Standing Post on a Day of Remembrance: Life as a Security Guard on Memorial Day
If you are working security on Memorial Day, the first thing to accept is that your job does not pause for the holiday. Crowds gather at malls, parks, stadiums, and public memorials, and where crowds gather, your presence matters. Embrace that. You are not missing the holiday so much as you are participating in it from a different angle.
Start your shift early and walk your entire post before the public arrives. Holiday crowds move differently than weekday crowds. Families come with strollers and folding chairs. Veterans arrive in groups. People are emotional, sometimes unpredictably so, because the day carries real weight for many of them. Knowing your environment before the energy picks up gives you a steadiness that no amount of radio chatter can replace.

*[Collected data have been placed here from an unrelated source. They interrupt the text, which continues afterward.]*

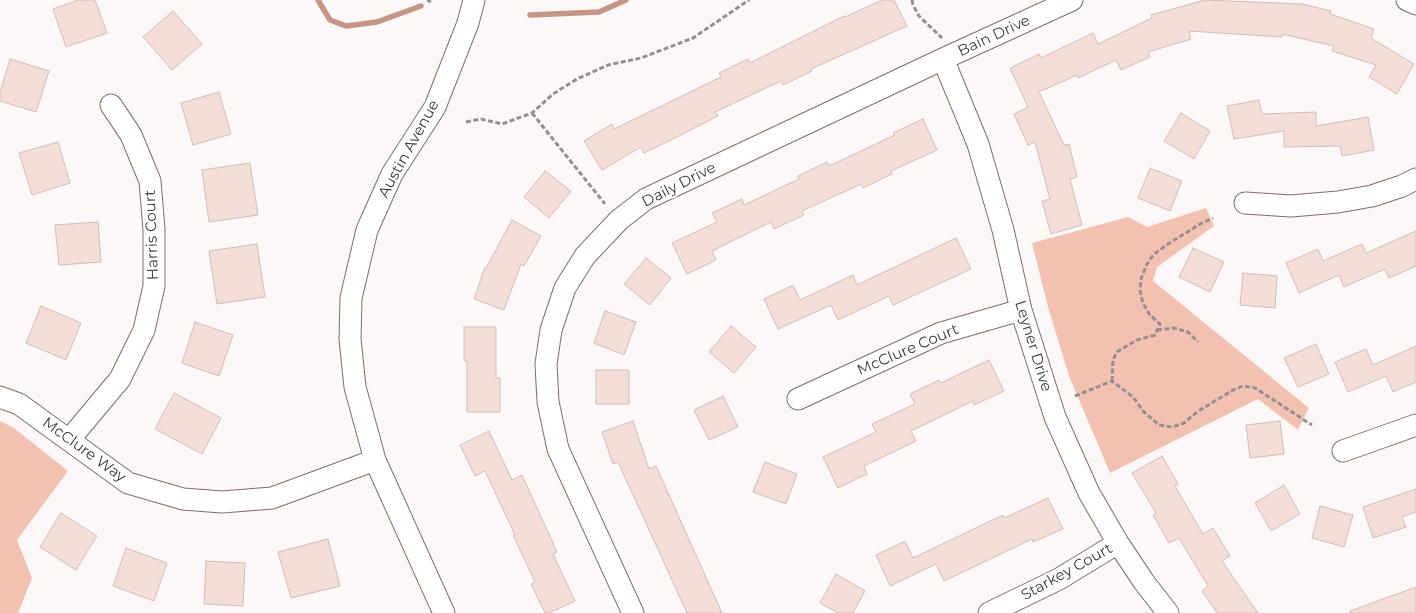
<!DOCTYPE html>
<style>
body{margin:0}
canvas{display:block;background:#fcf8f7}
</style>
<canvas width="1416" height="613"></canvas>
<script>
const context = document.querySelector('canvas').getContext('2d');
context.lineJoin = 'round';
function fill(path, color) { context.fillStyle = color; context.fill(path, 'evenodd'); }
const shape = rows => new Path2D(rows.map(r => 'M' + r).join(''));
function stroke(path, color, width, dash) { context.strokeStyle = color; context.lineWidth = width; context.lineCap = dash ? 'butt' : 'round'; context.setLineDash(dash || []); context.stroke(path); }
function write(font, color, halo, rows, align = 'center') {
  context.font = font + ' Montserrat,sans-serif'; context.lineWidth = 4; context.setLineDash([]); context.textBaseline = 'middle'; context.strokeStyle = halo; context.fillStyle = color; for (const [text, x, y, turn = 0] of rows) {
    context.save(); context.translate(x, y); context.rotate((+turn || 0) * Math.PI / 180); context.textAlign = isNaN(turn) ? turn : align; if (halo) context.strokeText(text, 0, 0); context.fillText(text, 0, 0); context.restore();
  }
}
fill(shape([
 [1206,208,1214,226,1157,267,1153,281,1309,408,1298,430,1258,399,1110,473,1069,376,1048,307,1032,243,1128,217,1147,227],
 [0,421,14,428,68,471,17,540,32,578,18,613,0,613]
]), '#f3c1b0');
stroke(shape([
 [318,0,330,20,346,26,377,22,421,6],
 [530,15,599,12,626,0]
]), '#c69585', 5.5);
const building = shape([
 [78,0,95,0,107,33,66,47,53,9,78,0],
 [882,0,894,0,907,26,811,69,812,71,783,85,781,81,715,112,718,116,673,139,644,153,641,147,602,170,584,141,612,124,614,129,721,77,719,73,748,59,750,63,844,16,845,17,882,0],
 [1205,0,1302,4,1331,11,1330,14,1374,29,1371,38,1414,64,1397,94,1369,77,1376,65,1332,51,1334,46,1282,34,1282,37,1189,31,1191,39,1148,52,1150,57,1121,70,1116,60,1078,78,1077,75,1039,92,1064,145,1069,144,1077,177,1070,179,1082,225,1051,234,1042,201,1050,199,1035,142,1028,145,1014,114,1028,107,1010,68,1039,54,1041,58,1093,33,1098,44,1152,18,1151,15,1205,0],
 [173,11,202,44,172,70,143,37,173,11],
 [10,59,49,71,36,112,0,101,0,92,10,59],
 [219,92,231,134,193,145,181,103,219,92],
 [1259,100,1262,114,1316,112,1316,126,1368,117,1374,150,1342,156,1340,146,1284,147,1284,131,1234,139,1227,106,1259,100],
 [1181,113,1210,131,1194,159,1164,141,1181,113],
 [923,119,937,150,891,171,892,174,863,188,861,184,802,211,804,215,774,229,771,222,712,251,716,260,687,274,672,243,717,222,712,213,742,199,744,205,799,179,798,176,827,162,829,166,895,135,893,133,923,119],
 [58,142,70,183,32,195,19,153,58,142],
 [250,163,258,215,209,222,202,170,250,163],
 [1150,168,1182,181,1170,211,1138,198,1150,168],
 [545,171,571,191,549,218,524,197,545,171],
 [512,220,541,236,524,266,521,264,504,310,474,299,485,267,486,268,512,220],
 [98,222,101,262,59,265,55,225,98,222],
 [1416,231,1416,266,1389,278,1385,269,1344,287,1339,275,1299,293,1286,263,1318,249,1323,261,1362,244,1366,253,1416,231],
 [956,238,971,269,893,305,889,296,838,320,831,305,778,329,764,299,793,285,800,300,853,275,857,285,956,238],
 [257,244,265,297,217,304,209,251,257,244],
 [1193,248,1224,262,1210,292,1179,277,1193,248],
 [646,258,671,278,650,305,624,284,646,258],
 [1243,273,1277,276,1275,308,1240,305,1243,273],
 [41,306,81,323,66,360,26,343,41,306],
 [605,311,636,322,624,355,594,343,605,311],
 [195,322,233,335,219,376,182,363,195,322],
 [731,326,756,347,734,373,709,352,731,326],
 [464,327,496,327,496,378,500,378,500,412,467,412,467,361,464,361,464,327],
 [1316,344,1329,374,1298,387,1284,358,1316,344],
 [1416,346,1416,382,1393,392,1386,376,1348,392,1335,362,1366,349,1373,365,1416,346],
 [989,360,1004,391,974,405,973,401,911,431,916,441,864,466,867,474,838,488,823,457,876,432,872,424,915,404,910,394,939,380,941,383,989,360],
 [596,370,629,370,629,404,596,404,596,370],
 [174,393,221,418,202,454,155,429,174,393],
 [723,396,738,427,709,440,694,410,723,396],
 [633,421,649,469,656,466,722,613,687,613,618,462,613,464,602,432,633,421],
 [1280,421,1284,454,1250,458,1246,425,1280,421],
 [489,431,512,480,522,475,557,552,553,554,575,601,549,613,545,613,531,584,535,582,513,535,515,535,485,471,475,476,460,445,489,431],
 [1162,456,1178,484,1175,486,1203,534,1213,528,1230,556,1222,561,1258,613,1217,613,1202,591,1208,586,1179,538,1169,543,1153,515,1156,513,1132,473,1162,456],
 [765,462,797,474,786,504,753,492,765,462],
 [1284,485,1300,514,1271,531,1255,503,1284,485],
 [1416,489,1416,512,1402,517,1406,527,1373,538,1363,507,1416,489],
 [1048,498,1063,529,1033,542,1032,539,944,581,936,564,890,586,876,555,905,541,913,558,1003,515,1004,518,1048,498],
 [1320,506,1353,515,1344,547,1312,538,1320,506],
 [61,513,97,536,76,570,40,547,61,513],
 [328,539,340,586,291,598,278,552,328,539],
 [126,548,167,563,154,601,113,586,126,548],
 [206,561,245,563,243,606,204,604,206,561],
 [836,574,865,591,853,613,838,613,820,603,836,574],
 [1416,587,1416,613,1350,613,1350,611,1416,587]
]);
fill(building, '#f3ded7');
stroke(building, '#d1bdb6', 1);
const street = shape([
 [1407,0,1416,4],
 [943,59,978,144,1003,230,1021,310,1055,417,1089,493,1118,543,1144,582,1168,613],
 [1245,203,1291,206,1338,202,1372,196,1402,186,1416,179],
 [0,397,19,404,128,483,183,499,222,502,272,498,375,460],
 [798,399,941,333,1021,310],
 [69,440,120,379,144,330,154,286,154,229,150,181,131,135,111,105],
 [1343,451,1416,425],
 [444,613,375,460,355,387,350,339,351,298,367,230,392,174,435,107,468,23,474,0],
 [633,613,558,449,548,402,546,364,551,330,565,288,585,256,619,220,646,199,943,59,1072,0],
 [989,613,1059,579,1118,543]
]);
stroke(street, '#806e68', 23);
stroke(shape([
 [427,0,431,2],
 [912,0,913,5,919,16,942,38],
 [532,113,605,204],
 [466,122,481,119,502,124,532,113,553,94,577,79,608,65,641,58,693,38,749,0],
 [1157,330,1174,328,1188,332,1198,342],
 [1112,381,1113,359,1118,351,1137,340,1155,335,1160,324,1149,314,1143,303,1140,291,1141,279,1147,264,1153,255,1168,244,1200,224,1213,218],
 [1075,396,1112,381,1133,397,1144,412,1159,425,1172,427,1184,423,1197,412,1233,390,1243,386,1255,388,1312,425]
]), '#96908e', 3, [5, 2.5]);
stroke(street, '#fff', 21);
write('15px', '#413936', '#fff', [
 ["Bain Drive",994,36,-25],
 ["Austin Avenue",409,149,-61],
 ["Daily Drive",679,185,-27],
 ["Harris Court",152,235,-92],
 ["Leyner Drive",1033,346,73],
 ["McClure Court",908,350,-23],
 ["McClure Way",84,450,36],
 ["Starkey Court",1067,572,-29]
]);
</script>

Stay hydrated and eat a real meal before your shift. Heat and long hours on your feet are a combination that will wear you down faster than you expect, especially in late May when temperatures are climbing.
Find the meaning in what you are doing. You may be guarding a cemetery where families are laying wreaths, a parade route where veterans are marching, or a festival where kids are experiencing their first real taste of summer. In each case, you are the reason those people feel safe enough to be present and open. That is not a small thing.
When your shift ends, take a moment for yourself. Visit a memorial if one is nearby. Have the meal with your family even if it is late. Memorial Day belongs to you too, even if you experience it a few hours behind everyone else.